We note that the restrictions on weakening and cut rules immediately follow
from the epistemic assumptions mentioned above. The constraints on the logical
rules will be presented and discussed in detail in the next Sections. Moreover, the
constructivity properties we assign to Zω are also justified through the compari-
son with those logics that in the literature are already considered as constructive
(Intuitionistic Logic, Paraconsistent Logic, Uniform Logic).
The constructivism of Intuitionistic Logic LJ is well known. We recall that,
from a merely technical point of view, it is characterized by the refutation of
the excluded middle (or tertium non datur ) principle, syntactically expressed by
the schema A ∨ ¬A and , collaterally, also by the refutation of the left double
negation principle, expressed by the schema ¬¬A ⊃ A. The standard sequent
version LJ is characterized by the following condition: each sequent in a proof has
the empty set or a singleton as succedent.
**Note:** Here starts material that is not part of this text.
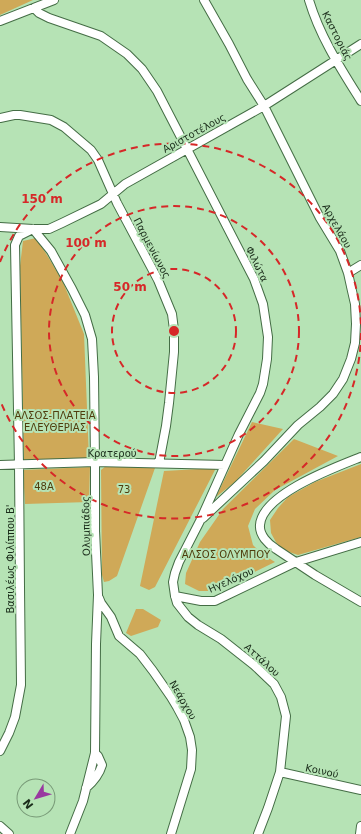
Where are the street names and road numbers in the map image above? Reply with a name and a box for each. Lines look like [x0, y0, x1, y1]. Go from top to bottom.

However, this is not strictly necessary:
in the sequent version of Maehara [9] p. 52, such condition is replaced by local
contraints on three logical rules, among which, centrally, the negation rule on
the right ¬ − R. Even if intuitionism has many peculiar constructive features,
that cannot be reduced to the mere refutation of tertium non datur, it is a fact
that LJ plus ` A ∨ ¬A ≡ classical LK.
The constructivism of Paraconsistent Logic has been only recently defined
in a formal way, and the set of paraconsistent logics to which the notion can be
applied must be clearly delimited. We consider here the system CI examined
in [6]. Paraconsistent Logic arises form the refutation of the classical (syntactic)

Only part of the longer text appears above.